Over the years, the sick leave bank helped numerous teachers feed their families, keep their homes, and pay part of the medical bills that come after a long illness. Douglas County’s sick leave bank was similar to those that are found in most other metro-area school districts today, many of which are part of the local bargaining agreements; this bank was a part of the agreement between DCSD and DCF.
After seeing the impact on themselves and their peers, a group of teachers and the Douglas County Federation filed a lawsuit against DCSD for this callous breach of contract. Throughout the process, the teachers and the DCF maintained that they wanted a reinstatement of the sick bank as restitution and did not desire a monetary settlement.

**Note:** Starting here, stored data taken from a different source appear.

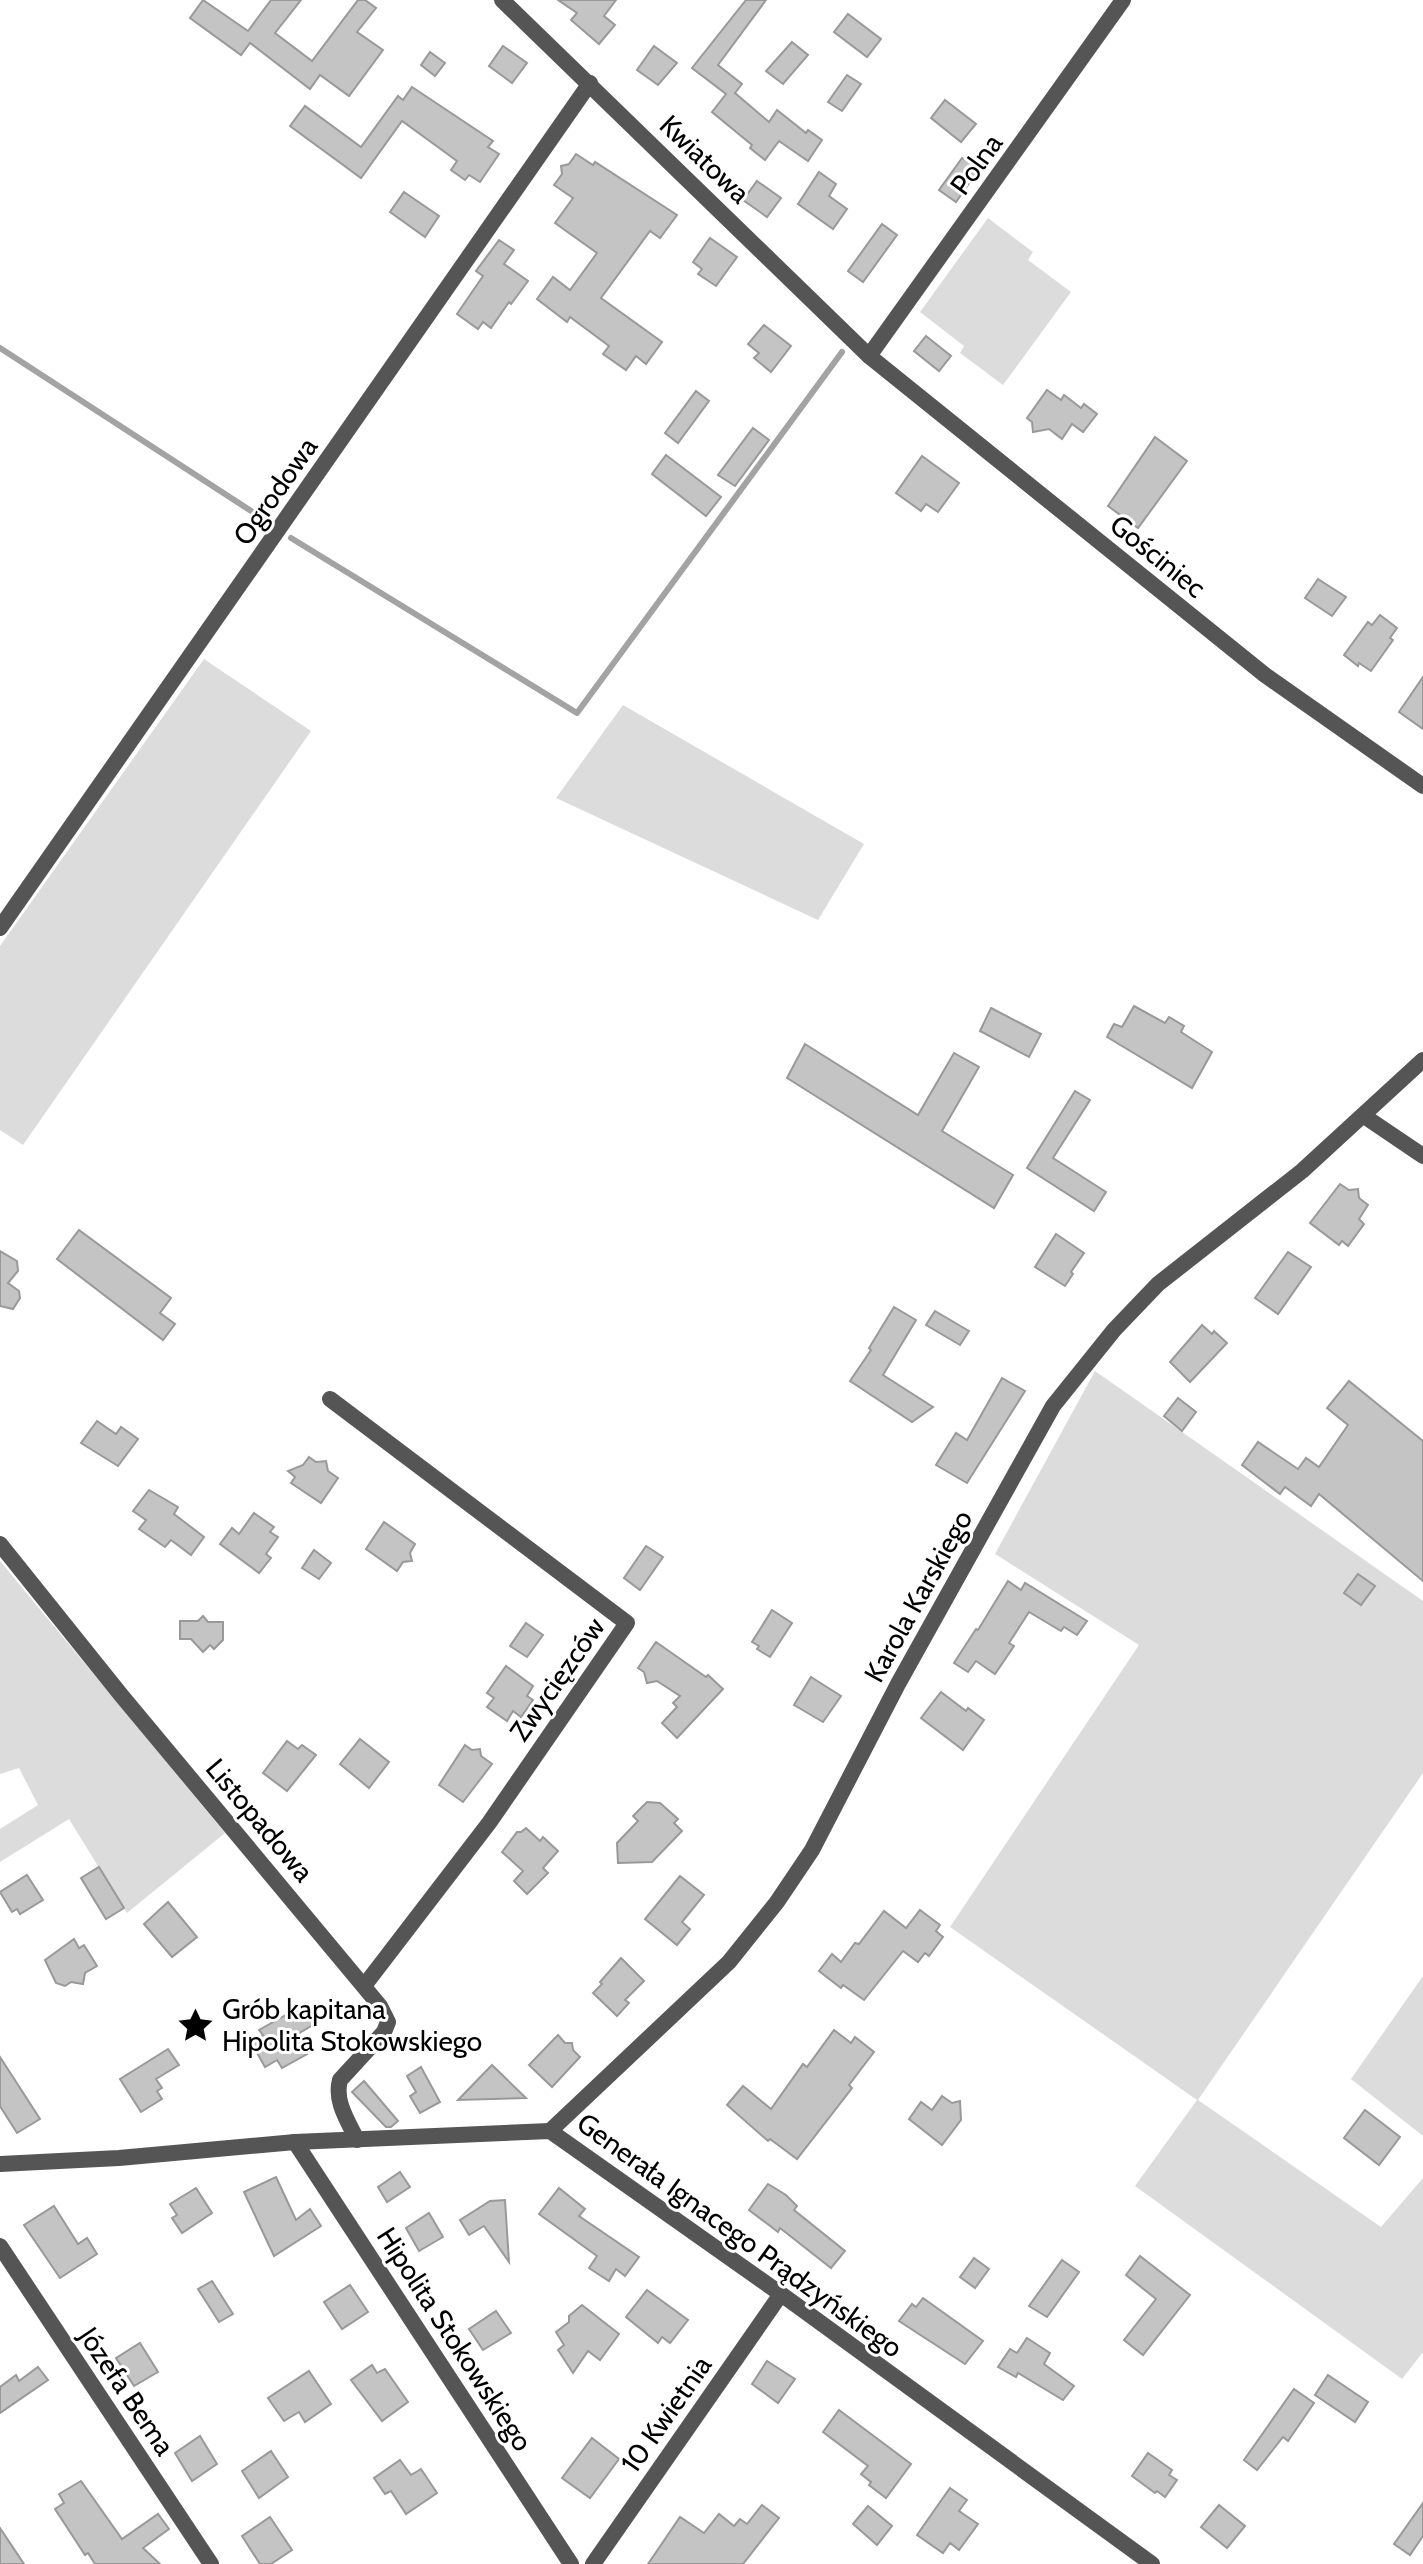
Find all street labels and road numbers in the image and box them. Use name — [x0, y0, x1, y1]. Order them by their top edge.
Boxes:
street label: Kwiatowa — [653, 108, 758, 211]
street label: Polna — [943, 127, 1010, 201]
street label: Ogrodowa — [226, 430, 325, 551]
street label: Gościniec — [1103, 507, 1213, 605]
street label: Karola Karskiego — [857, 1504, 979, 1688]
street label: Zwycięzców — [502, 1611, 612, 1747]
street label: Listopadowa — [199, 1752, 322, 1889]
street label: Generała Ignacego Prądzyńskiego — [571, 2105, 909, 2365]
street label: Hipolita Stokowskiego — [370, 2221, 540, 2457]
street label: Józefa Bema — [71, 2320, 183, 2462]
street label: 10 Kwietnia — [613, 2349, 719, 2479]

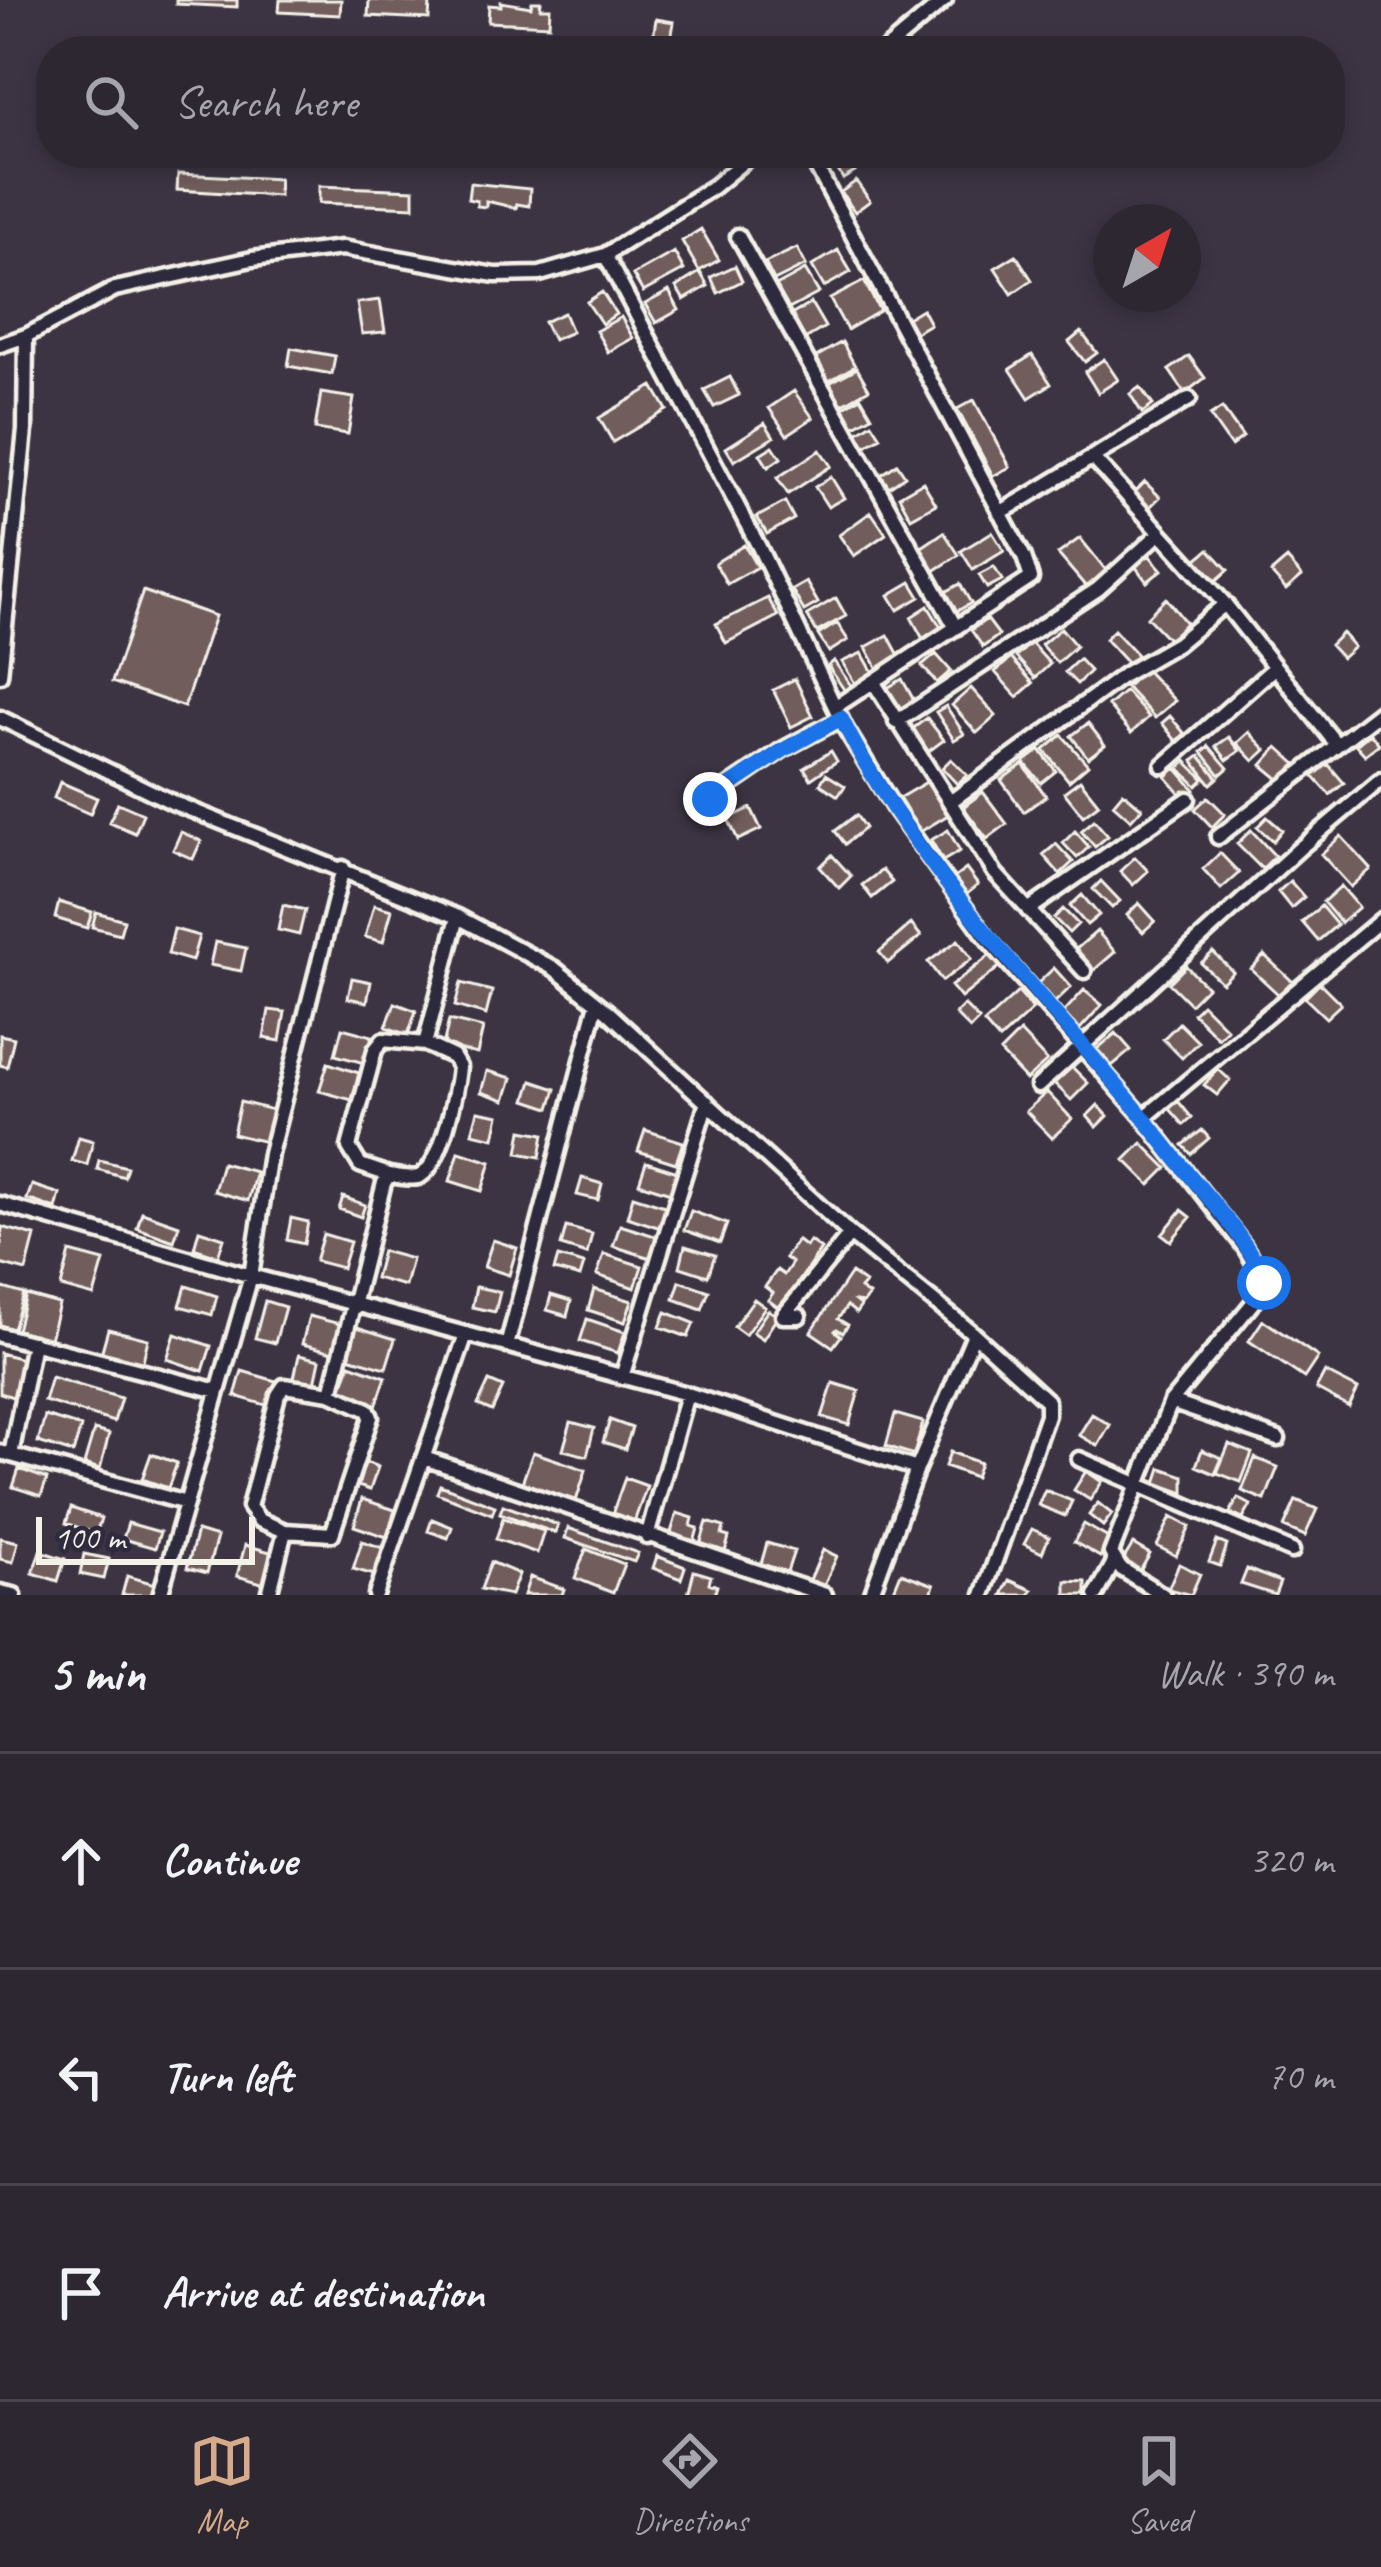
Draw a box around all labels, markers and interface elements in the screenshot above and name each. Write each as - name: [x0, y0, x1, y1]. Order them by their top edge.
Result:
- search box: [36, 36, 1345, 168]
- icon: search: [78, 69, 144, 135]
- text: Search here: [174, 74, 357, 131]
- north arrow: [1093, 204, 1201, 312]
- route end: [683, 772, 737, 826]
- route start: [1237, 1256, 1291, 1310]
- scale bar: [36, 1511, 255, 1564]
- text: 100 m: [54, 1517, 125, 1559]
- text: 5 min: [48, 1641, 145, 1705]
- text: Walk · 390 m: [1157, 1649, 1333, 1698]
- icon: ahead: [48, 1828, 114, 1894]
- text: Continue: [162, 1832, 296, 1889]
- text: 320 m: [1249, 1836, 1333, 1885]
- icon: left: [48, 2044, 114, 2110]
- text: Turn left: [162, 2048, 292, 2105]
- text: 70 m: [1267, 2052, 1333, 2101]
- icon: arrive: [48, 2260, 114, 2326]
- text: Arrive at destination: [162, 2264, 484, 2321]
- tab: Map: [189, 2428, 255, 2542]
- tab: Directions: [633, 2428, 748, 2542]
- tab: Saved: [1126, 2428, 1192, 2542]

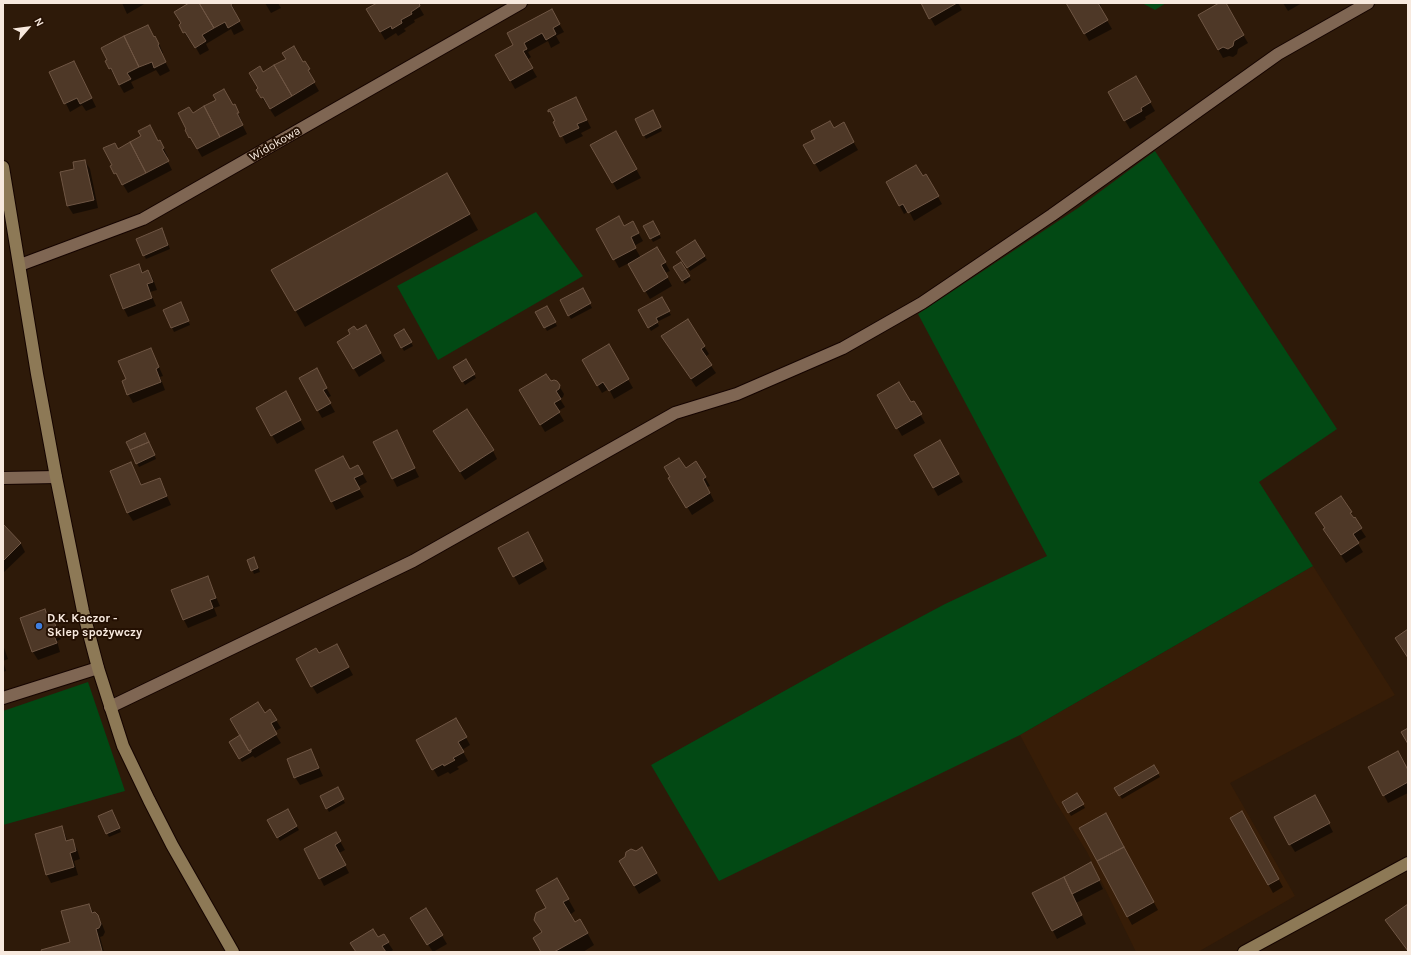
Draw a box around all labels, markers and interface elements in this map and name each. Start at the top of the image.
north arrow [8,8,48,48]
text: N [31,16,47,29]
street label: Widokowa [247,124,303,164]
place label: D.K. Kaczor - Sklep spożywczy [47,612,142,640]
marker: D.K. Kaczor - Sklep spożywczy [34,621,44,631]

However, tonight the DCSD Board of Education approved a proposed financial settlement, which will result in payment to individual teachers and families who were harmed by loss of income due to the action by the school district leadership in 2013, totaling $2.56 million. The settlement is awaiting approval by the Federal District Court.
From the beginning, the Douglas County Federation did not seek a financial reward and will not receive any part of the settlement.
“I am disappointed with the outcome,” class representative Kathy Dorman said. “We never wanted a monetary settlement. We wanted the sick leave bank reinstated because it allowed education professionals to take care of each other. When I gave birth to my premature twin daughters the sick leave bank meant I had access to those generously donated days--giving me peace of mind and allowing me to focus on my babies and my recovery. Conversely, when I was diagnosed with Hodgkin's Lymphoma, I was forced to rely upon the short term disability plan, meaning I received only a portion of my pay and lost retirement service credits. I was making decisions based on the limits of this lesser plan, rather than my own wellness. The sick leave bank was one of the components of our Collective Bargaining Agreement that helped to attract and retain teachers, aligning with the Board’s strategic plan.”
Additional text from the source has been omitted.